Bu anlayışıyla Popper, Darwin’in evrim teorisine komşu nitelikte bir teori ortaya koymuş olur. Ve bu teoride temel itekleyici güç ve hatta “her şeyin özü” hayatta kalma telâşıdır.

Popper bu hayatta kalma telâşını “bütün organizmalar gece-gündüz, daimî olarak problem çözmeyle meşguldur” diyerek hareketliliğin asla son bulmadığını, bu yüzden şeylerin sürekli yeni koşullara ayak uydurmaya çalıştığından, yenilenerek yeni durumlara neden olduğunu dile getirmiştir. Poppercı evrim idealinde, evrimin kendisi yaşamsal bir aşamalar silsilesi olarak kendini gösterir. Başta kullandığım deyişle, suyun yolunu bulması, uygun koşulun suyu bu niteliğe hapsetmiş olmasından kaynaklanır. Bir şey, kendisini o kılan o nitelikler bütününden sıyrılamadığı için o şey olmaya mahkumdur. Şey, içinde bulunduğu ortama ayak uydurup gece-gündüz, daimî bir şekilde hareketlilik hâlinde organizmaların ittirmesiyle birtakım değişikliklerin hedefi olabilir. Her durumda, her adımda, her koşulda bir şey, her daim onu o kılan birtakım niteliklerin dışına çıkamaz. Bu belirlenim, sadece bir an için geçerli olmalıdır. Zira anı anına uymayan bir şeyin, bu değişkenliği bile yaşamsallığını gösterir. Çünkü temel itekleyici unsur, yukarıda da söylediğim gibi, “hayatta kalma telâşı” olmalıdır. Suyun yolunu bulması, işte bu yüzden yaşamsaldır.
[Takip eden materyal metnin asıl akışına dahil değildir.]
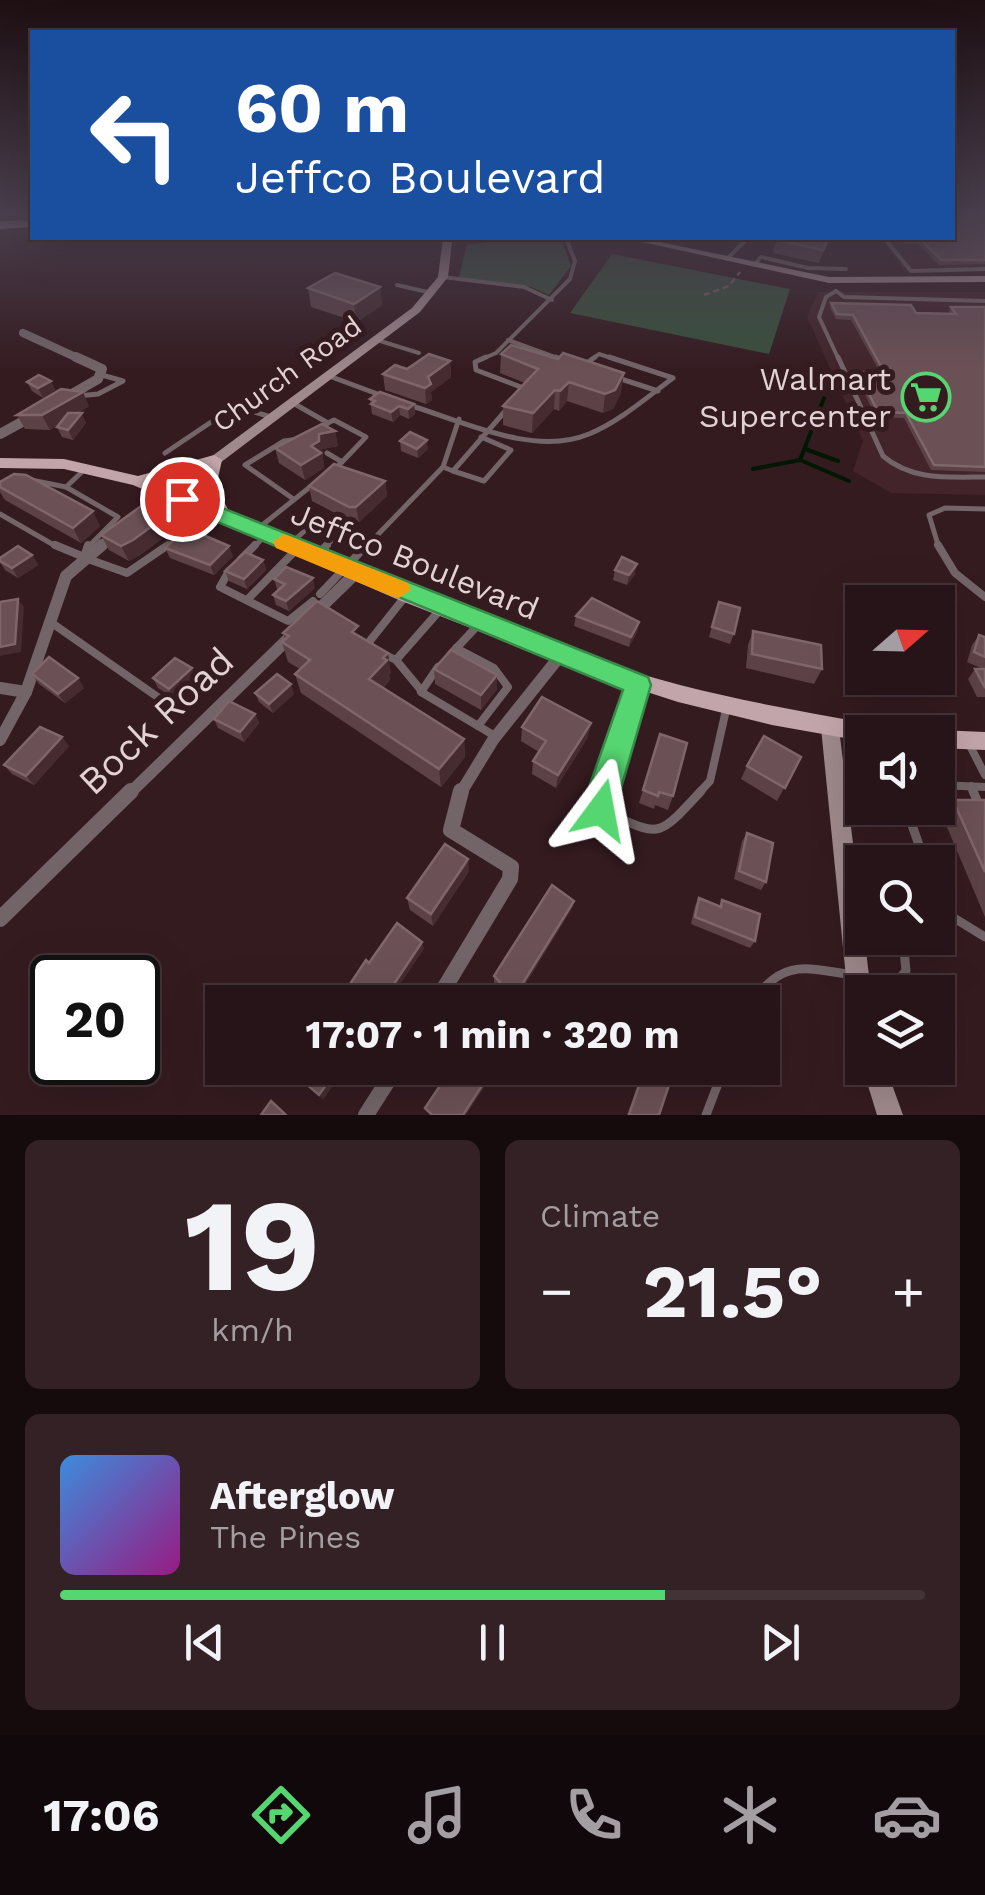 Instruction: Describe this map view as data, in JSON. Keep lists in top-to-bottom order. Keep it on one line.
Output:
{"streets":{"main road":["Jeffco Boulevard"],"street":["Church Road","Bock Road"]},"crossings":[["Church Road","Jeffco Boulevard"],["Jeffco Boulevard","Bock Road"]],"places":{"supermarket":["Walmart Supercenter"]},"north":"right","page":{"turn":["60 m","Jeffco Boulevard"],"limit":"20","trip":"17:07 · 1 min · 320 m","tile":[["19","km/h"],"Climate"],"heat":["−","21.5°","+"],"song":["Afterglow","The Pines"],"tabs":"17:06"}} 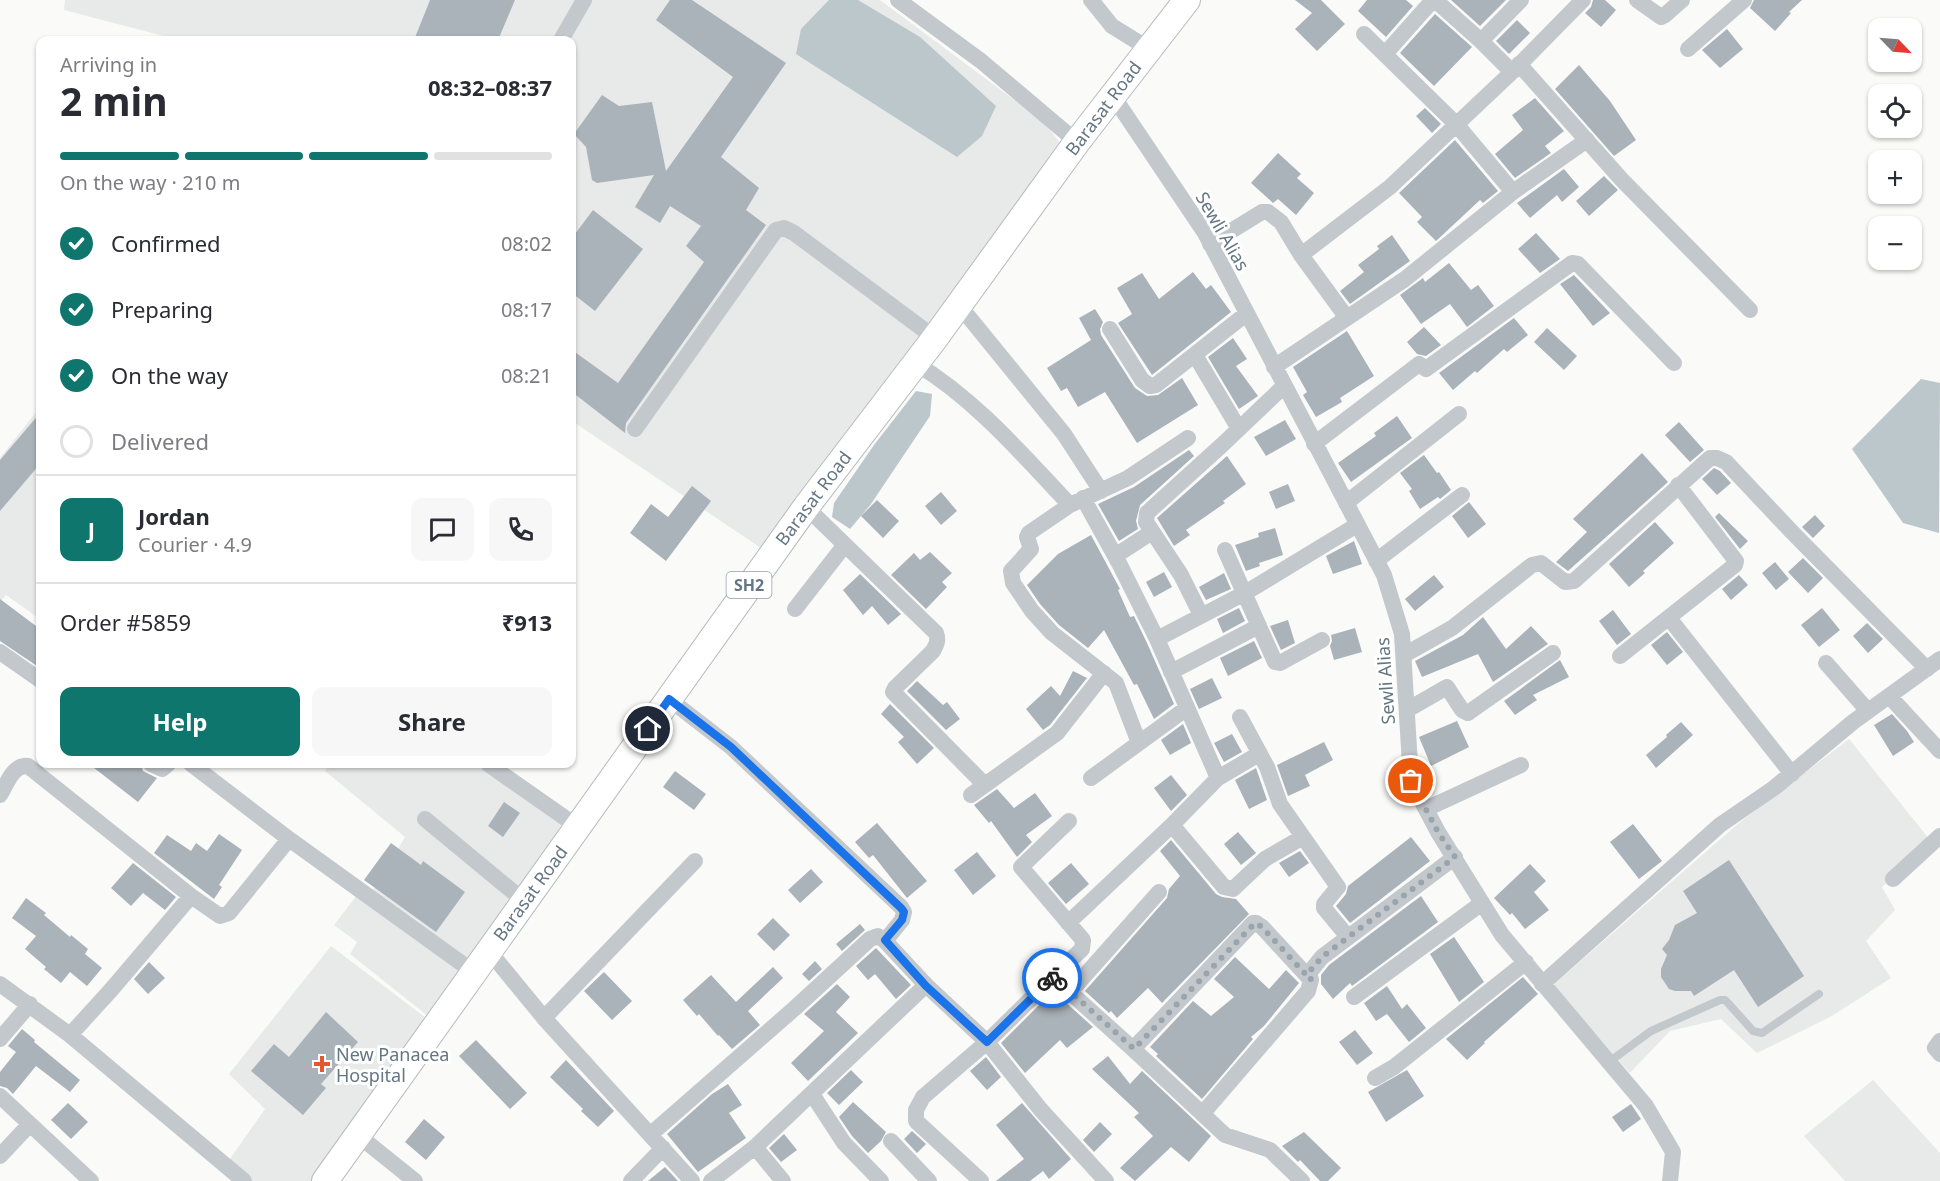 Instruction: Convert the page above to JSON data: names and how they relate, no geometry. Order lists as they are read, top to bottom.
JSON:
{
  "streets": {
    "main road": ["Barasat Road", "SH2"],
    "street": ["Sewli Alias"]
  },
  "crossings": [
    ["Barasat Road", "Sewli Alias"]
  ],
  "places": {
    "health": ["New Panacea Hospital"]
  },
  "north": "bottom right",
  "page": {
    "map_buttons": ["+", "−"],
    "heading": ["2 min", "Arriving in", "08:32–08:37"],
    "panel": [
      "Jordan",
      "Courier · 4.9",
      "Order #5859",
      "₹913"
    ],
    "bar": "On the way · 210 m",
    "list": [
      ["Confirmed", "08:02"],
      ["Preparing", "08:17"],
      ["On the way", "08:21"],
      "Delivered"
    ],
    "round": "J",
    "buttons": ["Help", "Share"]
  }
} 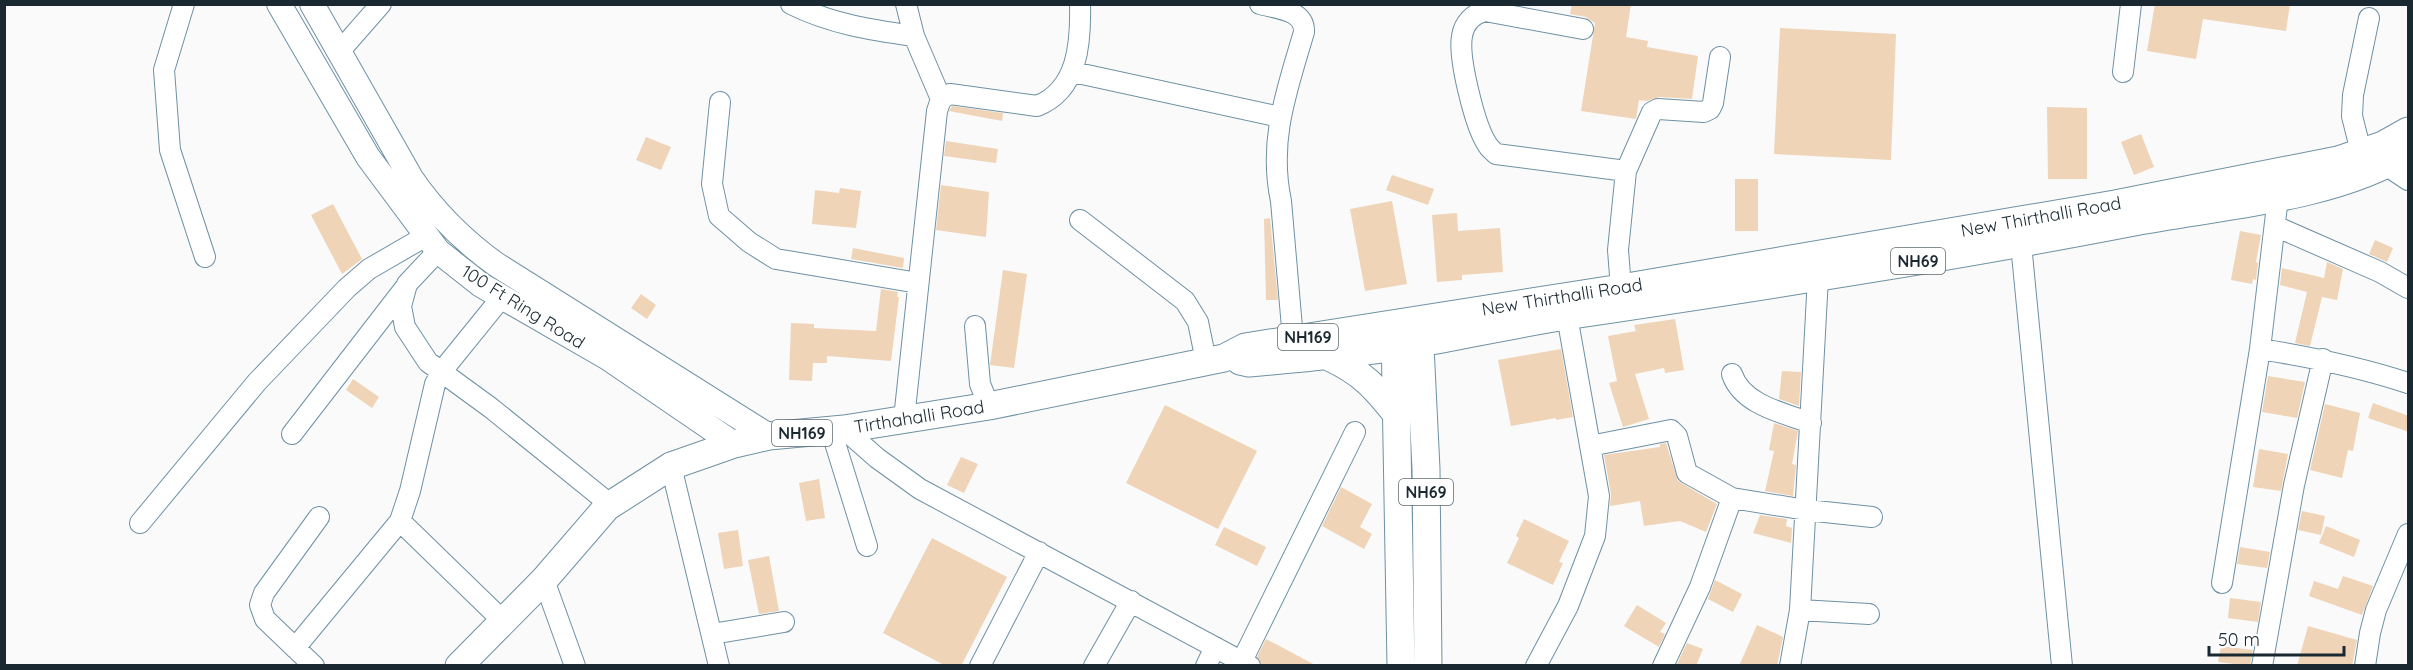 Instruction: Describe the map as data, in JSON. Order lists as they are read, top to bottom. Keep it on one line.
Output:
{"streets":{"highway":["New Thirthalli Road","NH69","NH169","Tirthahalli Road"],"main road":["100 Ft Ring Road"]},"crossings":[["New Thirthalli Road","NH69"],["New Thirthalli Road","NH169"],["New Thirthalli Road","Tirthahalli Road"],["NH69","NH169"],["NH69","Tirthahalli Road"],["100 Ft Ring Road","Tirthahalli Road"],["NH169","Tirthahalli Road"]],"scale_bar":"50 m"}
Peki, bu yaşamsallığın farkına varmaktan öte, özündeki -varsa- büyük sırra erişebilir miyiz? Organizmalarda ve insan seviyesinin altındaki hayvanlarda problem çözme becerisi, yeni reaksiyonlar, yeni beklentiler, yeni davranış modelleri üretme şeklinde kendini gösterebilir. Darwin teorisi gibi, Popper teorisi de yaşamın kaynağına ilişkin bilgi sunmaz; sadece gelişimin kendisiyle ilgilenir. Popper kaynaklanmanın (origination), yaşama, teorilere, sanat eserlerine dönük olsun fark etmez, aklî bir temellendirmeyle anlaşılamayacağını düşünür. Özellikle de The Poverty of Historicism, bu konuyu detaylı bir şekilde incelemiştir (merdiven çıkıyorsa ve su bulabiliyorsa, kitap da kendi başına bir konuyu işleyebilir değil mi?). 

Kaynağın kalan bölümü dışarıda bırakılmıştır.